Towards an Error Budget for SAR Altimeters over the Ocean: from Cryosat-2 SAR to Sentinel-3 STM and Jason-CS
Gommenginger, Christine1; Martin-Puig, Cristina2; Thibaut, Pierre3; Cotton, David4; Bonekamp, Hans5; Benveniste, Jérôme6
1National Oceanography Centre, UNITED KINGDOM; 2isardSAT, SPAIN; 3CLS, FRANCE; 4Satellite Oceanographic Consultants (SatOC), UNITED KINGDOM; 5EUMETSAT, GERMANY; 6ESA, ITALY
The Cryosat-2 SIRAL altimeter has been providing measurements in SAR mode over a number of ocean sites since July 2010, delivering the first SAR altimeter data from space for scientists to determine the real capabilities of SAR altimetry for oceanography and coastal monitoring. Among a number of attractive features, observational evidence from Cryosat-2 SAR data confirms that SAR altimetry offers important improvements in performance compared with conventional pulse-limited altimeters, including reduced noise in sea surface height (by a factor of 1.5 compared to Jason-2) and finer along-track spatial resolution (down to 300m).

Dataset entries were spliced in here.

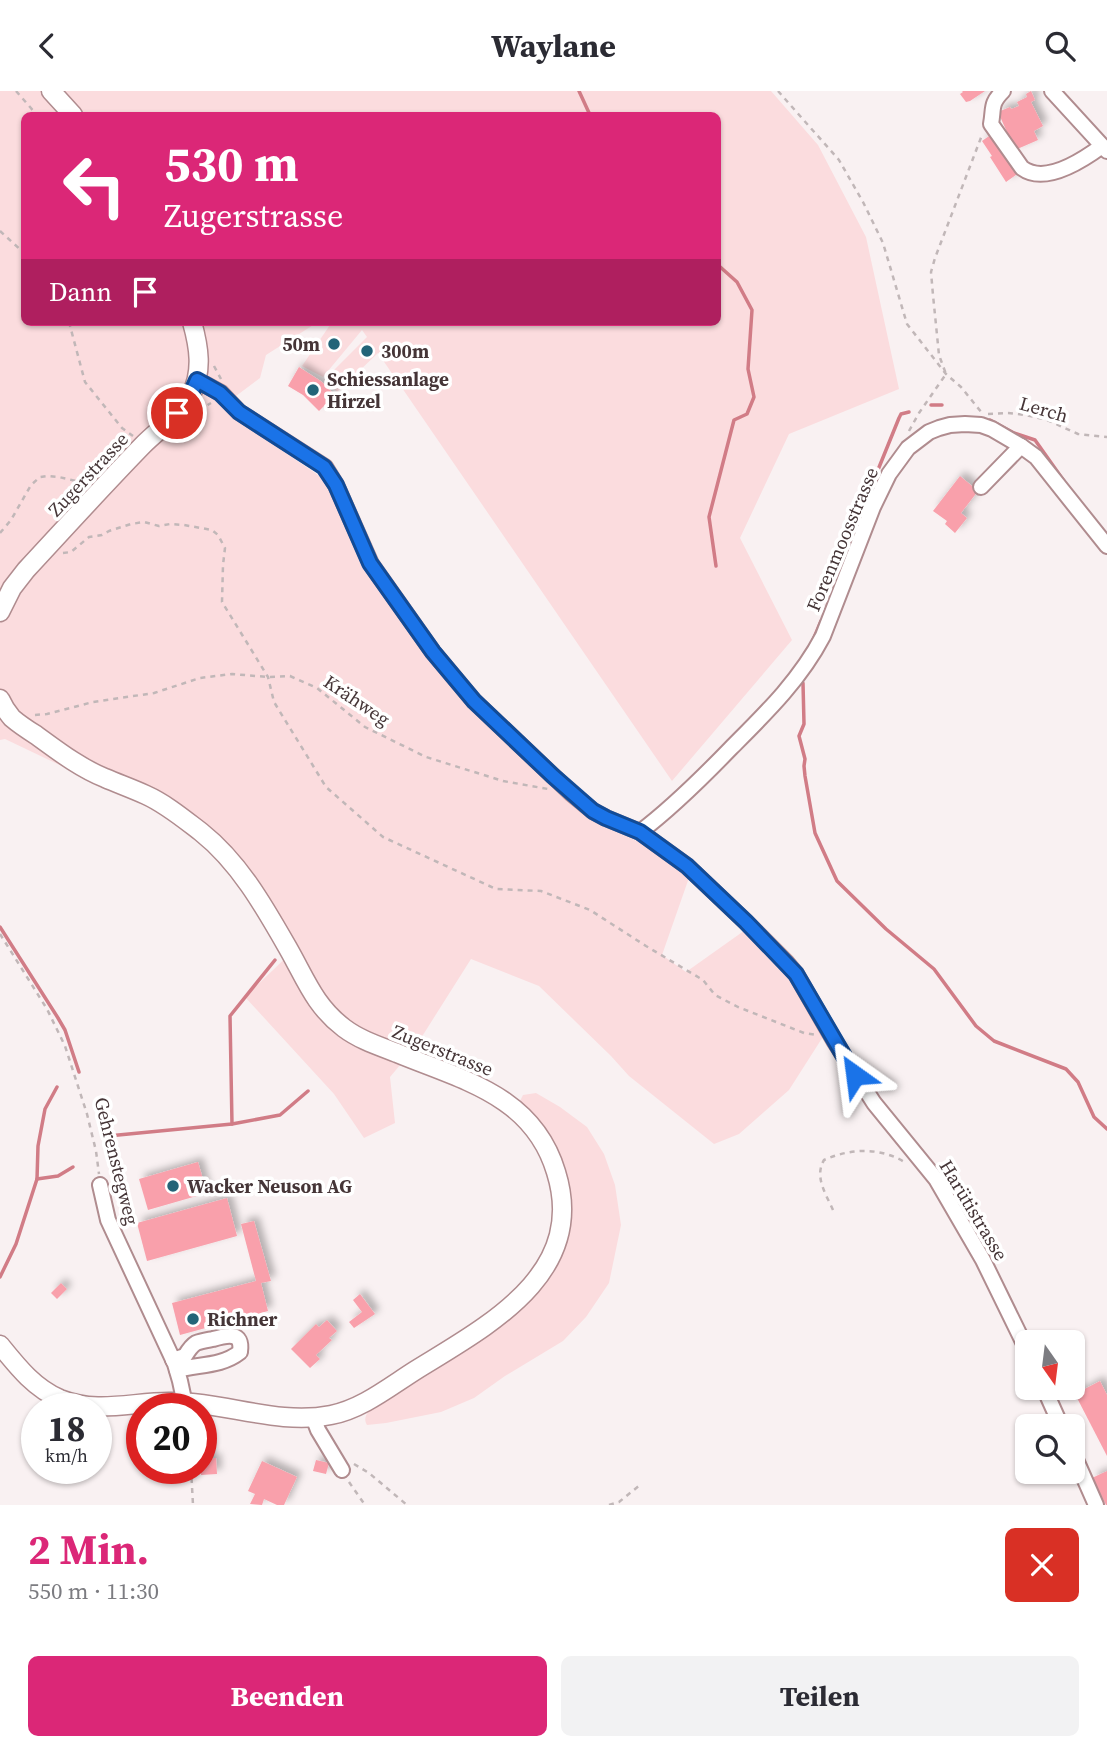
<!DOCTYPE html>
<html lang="de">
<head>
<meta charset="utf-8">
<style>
  :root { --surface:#fff; --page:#f2f2f3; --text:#2b2b33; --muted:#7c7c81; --accent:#db2777 }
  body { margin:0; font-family:"Source Serif 4",serif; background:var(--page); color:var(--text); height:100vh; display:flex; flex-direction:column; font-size:26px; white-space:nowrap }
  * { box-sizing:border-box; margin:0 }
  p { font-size:23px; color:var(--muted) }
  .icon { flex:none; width:38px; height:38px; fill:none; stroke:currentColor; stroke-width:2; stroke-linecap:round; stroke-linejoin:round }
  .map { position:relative; height:1414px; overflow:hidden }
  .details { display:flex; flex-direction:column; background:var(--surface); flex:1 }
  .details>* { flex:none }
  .hud { position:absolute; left:21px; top:21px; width:700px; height:214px; border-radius:10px; box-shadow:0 2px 5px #0004; background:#db2777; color:#fff; overflow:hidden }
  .needle { width:46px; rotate:166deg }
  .buttons { position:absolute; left:1015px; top:1239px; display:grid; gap:14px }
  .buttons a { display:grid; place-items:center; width:70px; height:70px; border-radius:10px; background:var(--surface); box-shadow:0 2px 5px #0004; font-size:35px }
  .speed { position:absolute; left:21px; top:1302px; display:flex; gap:14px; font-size:35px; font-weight:700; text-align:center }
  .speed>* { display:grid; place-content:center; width:91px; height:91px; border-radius:50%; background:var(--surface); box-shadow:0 2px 5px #0004; line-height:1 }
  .speed small { font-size:18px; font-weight:400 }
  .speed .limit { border:10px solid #d22; background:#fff; color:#111 }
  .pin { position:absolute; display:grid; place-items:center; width:60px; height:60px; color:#fff; margin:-30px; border:4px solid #fff; border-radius:50%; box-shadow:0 2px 7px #0007 }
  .me { position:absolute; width:77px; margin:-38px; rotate:329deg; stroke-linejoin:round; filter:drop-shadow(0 0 5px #0008) }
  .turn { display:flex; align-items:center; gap:24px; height:147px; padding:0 28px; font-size:32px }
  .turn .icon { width:91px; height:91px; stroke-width:2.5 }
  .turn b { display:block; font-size:49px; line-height:60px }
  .then { display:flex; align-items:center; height:66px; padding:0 28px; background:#0003; gap:14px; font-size:26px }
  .round { display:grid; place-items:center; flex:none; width:74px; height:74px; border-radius:10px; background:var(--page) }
  .head { display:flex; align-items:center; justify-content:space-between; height:119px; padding:0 28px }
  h1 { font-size:42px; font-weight:700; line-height:52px; color:var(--accent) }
  .primary-button { display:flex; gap:14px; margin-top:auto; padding:14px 28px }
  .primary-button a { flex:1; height:80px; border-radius:10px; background:var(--accent); color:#fff; font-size:28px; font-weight:700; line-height:80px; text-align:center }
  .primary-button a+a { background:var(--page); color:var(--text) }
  header { display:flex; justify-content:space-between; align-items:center; height:91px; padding:0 28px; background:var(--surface); font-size:32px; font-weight:700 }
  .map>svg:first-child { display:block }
  .green { fill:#fbdcde }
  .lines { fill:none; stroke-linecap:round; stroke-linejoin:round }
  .stream { stroke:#d17c86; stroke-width:3.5 }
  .building { fill:#f9a0ab; filter:url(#shadow) }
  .minor-casing { stroke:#b08c8f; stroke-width:18 }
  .major-casing { stroke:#b08c8f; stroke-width:21 }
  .path { stroke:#c1b7b8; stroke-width:2.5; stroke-dasharray:5 5; stroke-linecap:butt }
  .minor { stroke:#fff; stroke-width:14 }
  .major { stroke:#fff; stroke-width:18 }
  .route-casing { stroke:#114b97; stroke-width:18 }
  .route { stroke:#1a73e8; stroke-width:12 }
  .poi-dot { fill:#236478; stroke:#fff; stroke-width:2.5 }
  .labels { text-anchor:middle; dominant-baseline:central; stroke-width:7; stroke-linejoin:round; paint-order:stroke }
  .poi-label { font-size:19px; font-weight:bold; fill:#453537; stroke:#fff; text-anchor:start }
  .street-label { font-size:19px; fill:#453537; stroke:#fff }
</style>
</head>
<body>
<header><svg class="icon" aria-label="back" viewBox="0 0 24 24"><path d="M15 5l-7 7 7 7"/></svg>Waylane<svg class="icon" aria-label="search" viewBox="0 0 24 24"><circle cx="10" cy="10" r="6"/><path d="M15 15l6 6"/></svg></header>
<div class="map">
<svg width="1107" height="1414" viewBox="0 0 1107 1414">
  <defs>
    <filter id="shadow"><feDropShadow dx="5" dy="-5" stdDeviation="3.5" flood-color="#0004"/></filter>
  </defs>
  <rect width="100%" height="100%" fill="#f9f1f2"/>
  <g class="green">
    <polygon points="0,0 771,0 818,54 866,146 899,298 789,343 740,447 792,549 672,690 378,262 337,301 325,288 367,246 362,239 323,286 302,275 332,231 718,231 718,24 24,24 24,231 318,231 266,264 260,287 224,314 237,329 318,384 330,398 366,475 429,563 568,707 602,735 637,750 691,781 662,864 686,881 748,837 784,876 826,941 789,999 739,1043 714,1053 629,985 611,965 539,895 471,868 416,955 390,986 395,1032 364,1047 334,1003 245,906 297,856 221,751 5,648 0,649"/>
    <path d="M 536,1002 L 560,1016 L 587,1036 L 604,1063 L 615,1094 L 621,1134 L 609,1192 L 586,1226 L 563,1250 L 505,1285 L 474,1307 L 441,1321 L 386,1332 L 367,1334 C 362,1326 369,1320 374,1314 L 510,1227 L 534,1205 L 555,1173 L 568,1121 L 519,1012 L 523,1004 Z"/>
  </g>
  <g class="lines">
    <g class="stream">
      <polyline points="579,0 590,24"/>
      <polyline points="931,314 942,314"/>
      <polyline points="990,329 1014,342 1035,349 1064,390"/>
      <polyline points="869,401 899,327 901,323 909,321"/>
      <polyline points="863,426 865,411"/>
      <polyline points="716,475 709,426 734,329 747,323 754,306 748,278 752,219 737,191 718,174"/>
      <polyline points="813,549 821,530"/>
      <polyline points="803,592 804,633 799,645 805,668 804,675 805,685 815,742 837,790 886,838 934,878 976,935 994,950 1066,978 1078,991 1094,1026 1107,1038"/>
      <polyline points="0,836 58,927 65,939 79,981"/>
      <polyline points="232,1033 230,925 275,869"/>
      <polyline points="108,1045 232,1033 280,1024 308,1000"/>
      <polyline points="37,1088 58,1085 73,1076"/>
      <polyline points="0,1186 16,1153 37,1088 38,1055 45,1018 57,996"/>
    </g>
  </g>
  <g class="building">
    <polygon points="962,0 985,0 970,10 966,11 960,3 963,1"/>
    <polygon points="1031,0 1035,9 1031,11 1043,35 1034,40 1038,49 1015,59 998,21 1010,16 1011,18 1019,15 1017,11 1027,6 1026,3"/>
    <polygon points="992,43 1020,81 1006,91 990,66 992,65 982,50"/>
    <polygon points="299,276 322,291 335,304 319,320 303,304 288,295"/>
    <polygon points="960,385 978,400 961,422 967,427 955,442 945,433 947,430 933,420"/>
    <polygon points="198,1071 207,1102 148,1119 139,1088"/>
    <polygon points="227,1107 237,1145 147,1170 137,1132"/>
    <polygon points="254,1130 271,1190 261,1192 268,1220 180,1244 172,1212 256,1190 241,1133"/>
    <polygon points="61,1192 67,1198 57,1208 51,1202"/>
    <polygon points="360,1203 375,1223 354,1237 349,1231 362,1221 353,1209"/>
    <polygon points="327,1229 337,1240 329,1247 332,1249 316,1264 320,1268 310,1277 291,1258 316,1233 319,1236"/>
    <polygon points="1100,1290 1107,1304 1107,1365 1075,1303"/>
    <polygon points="216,1367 217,1383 201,1384 201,1368"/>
    <polygon points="316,1369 329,1372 326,1383 313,1380"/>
    <polygon points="262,1370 297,1386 284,1414 277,1414 264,1408 262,1414 250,1413 255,1403 248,1400"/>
    <polygon points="162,1377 185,1377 188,1383 168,1392"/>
    <polygon points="1107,1380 1107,1414 1106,1414 1092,1387"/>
  </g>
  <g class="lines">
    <defs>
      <g id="minor">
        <path d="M 1003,0 C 990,13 994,17 991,33 L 1022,77 C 1045,94 1083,69 1102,55"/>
        <polyline points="1052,0 1107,60"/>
        <polyline points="197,289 221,302 239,321 325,376 336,394 371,473 433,561 474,610 571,702 593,720 606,727 640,741 687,775 746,831 786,871 796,883 835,951 874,1012 936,1088 983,1169 1027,1259"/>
        <polyline points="981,396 1021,355"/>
        <path d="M 640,741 C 673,716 702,687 731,657 C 766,622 800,589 823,545 L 873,416 L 889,383 L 908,357 L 929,341 L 939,337 L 950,334 L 965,333 L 981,334 L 992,338 L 1021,355 L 1036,366 L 1107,455"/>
        <polyline points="100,1094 108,1129 175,1273 180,1290 186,1318"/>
        <path d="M 173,1269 L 185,1265 C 188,1260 191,1255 196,1252 C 201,1250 208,1249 213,1248 C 227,1244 243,1240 240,1261 C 221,1276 198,1273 177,1279"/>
        <polyline points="1044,1297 1061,1335"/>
        <polyline points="313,1326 318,1339 342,1379"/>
        <polyline points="1073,1362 1096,1414"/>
      </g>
      <g id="major">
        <polyline points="51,0 73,24"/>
        <path d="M 0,521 L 12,497 L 26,479 C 65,437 103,395 143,354 C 159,338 180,324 191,304 C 203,280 199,256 192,231"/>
        <path d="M 0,608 C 3,615 7,621 12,627 C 19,633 28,639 36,644 C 58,660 80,677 105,687 C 119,693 133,698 146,704 C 166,713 184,728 201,741 C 240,772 265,817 289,859 C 306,889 315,915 344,937 C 360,949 379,955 397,962 C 462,989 533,1004 556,1081 C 588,1183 487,1235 416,1279 C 389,1296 362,1318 331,1324 C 277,1335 223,1310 169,1311 C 131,1311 98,1323 60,1308 C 34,1297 17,1275 0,1254"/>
      </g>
    </defs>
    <use href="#minor" class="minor-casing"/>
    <use href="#major" class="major-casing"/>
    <g class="path">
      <polyline points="16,0 37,24"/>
      <polyline points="778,0 839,69 863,111 883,152 907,233 946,283 961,296 982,322"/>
      <polyline points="0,140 24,162"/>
      <polyline points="69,231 85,291 122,337 133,345"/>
      <polyline points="214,275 221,288"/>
      <polyline points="199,319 211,312"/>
      <polyline points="988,323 1008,322 1026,324 1047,329 1078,343 1107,346"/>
      <polyline points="909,340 919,322 946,283 939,264 933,204 931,181 935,167 982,44"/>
      <polyline points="0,442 11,429 31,394 40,386 47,385 59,386 76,390 83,397"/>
      <polyline points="63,462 71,461 89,446 102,444 109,440 131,433 144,431 159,435 170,433 184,434 212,439 218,444 225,457 223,474 222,511 268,586 274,611 326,696 383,746 496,798 541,800 590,819 646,855 703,889 715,904 738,916 804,942 817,944"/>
      <polyline points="35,624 47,623 93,611 154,602 200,587 232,583 268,586 290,585 317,597 365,636 426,666 503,690 548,698"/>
      <polyline points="0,843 47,918 65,955 87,1023 96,1060 99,1083"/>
      <path d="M 833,1119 C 826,1103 814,1086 824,1069 C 851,1057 881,1056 906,1072"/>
      <polyline points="354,1373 369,1382 407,1414"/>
      <polyline points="191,1377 193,1414"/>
      <polyline points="349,1391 365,1414"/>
      <polyline points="609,1414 619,1411 640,1394"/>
    </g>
    <use href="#minor" class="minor"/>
    <use href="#major" class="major"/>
  </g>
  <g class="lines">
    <defs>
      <polyline id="route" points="177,322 191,303 197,289 220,302 239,321 324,376 336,394 370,472 433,561 474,610 553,685 593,720 606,727 640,741 687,775 746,831 796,883 855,984"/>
    </defs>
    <use href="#route" class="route-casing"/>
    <use href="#route" class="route"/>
  </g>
  <g class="poi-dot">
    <circle cx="334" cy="253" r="7"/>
    <circle cx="367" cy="260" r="7"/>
    <circle cx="313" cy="299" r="7"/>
    <circle cx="173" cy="1095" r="7"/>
    <circle cx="193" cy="1228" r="7"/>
  </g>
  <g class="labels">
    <g class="poi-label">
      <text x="320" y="253" text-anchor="end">50m</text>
      <text x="381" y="260">300m</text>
      <text x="327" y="288">Schiessanlage<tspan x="327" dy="22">Hirzel</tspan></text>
      <text x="187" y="1095">Wacker Neuson AG</text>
      <text x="207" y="1228">Richner</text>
    </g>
    <g class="street-label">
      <text transform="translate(1044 318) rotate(16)">Lerch</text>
      <text transform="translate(88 383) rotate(-47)">Zugerstrasse</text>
      <text transform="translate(842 448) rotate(-67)">Forenmoosstrasse</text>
      <text transform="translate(357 609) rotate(34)">Krähweg</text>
      <text transform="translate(443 959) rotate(22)">Zugerstrasse</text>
      <text transform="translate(117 1070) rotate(76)">Gehrenstegweg</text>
      <text transform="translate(974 1119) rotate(59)">Harütistrasse</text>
    </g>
  </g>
</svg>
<div class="buttons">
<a><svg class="needle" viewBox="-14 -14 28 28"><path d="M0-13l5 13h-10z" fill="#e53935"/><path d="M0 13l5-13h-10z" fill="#7c7c81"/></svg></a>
<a><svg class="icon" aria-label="search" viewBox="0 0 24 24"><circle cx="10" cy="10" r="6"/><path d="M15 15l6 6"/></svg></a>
</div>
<div class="speed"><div>18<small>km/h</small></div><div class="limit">20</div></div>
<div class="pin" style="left:177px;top:322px;background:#d93025"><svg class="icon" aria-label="arrive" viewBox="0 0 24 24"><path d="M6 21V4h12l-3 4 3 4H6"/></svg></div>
<svg class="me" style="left:855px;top:984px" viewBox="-20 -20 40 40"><path d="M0-17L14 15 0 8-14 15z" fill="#1a73e8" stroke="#fff" stroke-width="4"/></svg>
<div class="hud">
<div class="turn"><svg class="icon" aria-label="left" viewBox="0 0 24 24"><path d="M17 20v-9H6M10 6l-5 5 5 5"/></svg><div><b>530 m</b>Zugerstrasse</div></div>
<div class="then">Dann<svg class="icon" aria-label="arrive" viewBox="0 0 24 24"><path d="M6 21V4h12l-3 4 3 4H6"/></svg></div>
</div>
</div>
<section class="details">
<div class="head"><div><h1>2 Min.</h1><p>550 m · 11:30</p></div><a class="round" style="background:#d93025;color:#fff"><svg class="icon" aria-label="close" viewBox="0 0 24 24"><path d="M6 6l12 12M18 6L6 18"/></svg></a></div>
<div class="primary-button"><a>Beenden</a><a>Teilen</a></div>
</section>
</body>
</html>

The Cryosat-2 SAR altimeter is a precursor of the SAR altimeters to be flown on two major future altimeter missions: the GMES Sentinel-3 Surface Topography Mission (STM) and the Jason-CS mission (follow-on to Jason-3). With SAR altimeters potentially replacing the long-established conventional pulse-limited altimeters, it is important to rapidly establish how well SAR altimeters can satisfy existing user requirements for ocean altimetry, be it for ocean mesoscale mapping or to continue the long-term climate-quality sea surface height time series needed for sea level change detection and monitoring.
In this paper, we will present the latest experimental results based on Cryosat-2 SAR data over the ocean and review the state of knowledge about the performance of SAR altimetry for oceanography. The paper will seek to update the error budget for SAR altimeter missions insofar as is possible with the current state of knowledge. The paper will highlight those issues that remain outstanding and what action may be taken to resolve them, leading to direct recommendations for the SAR altimeters on the Sentinel-3 STM and Jason-CS missions.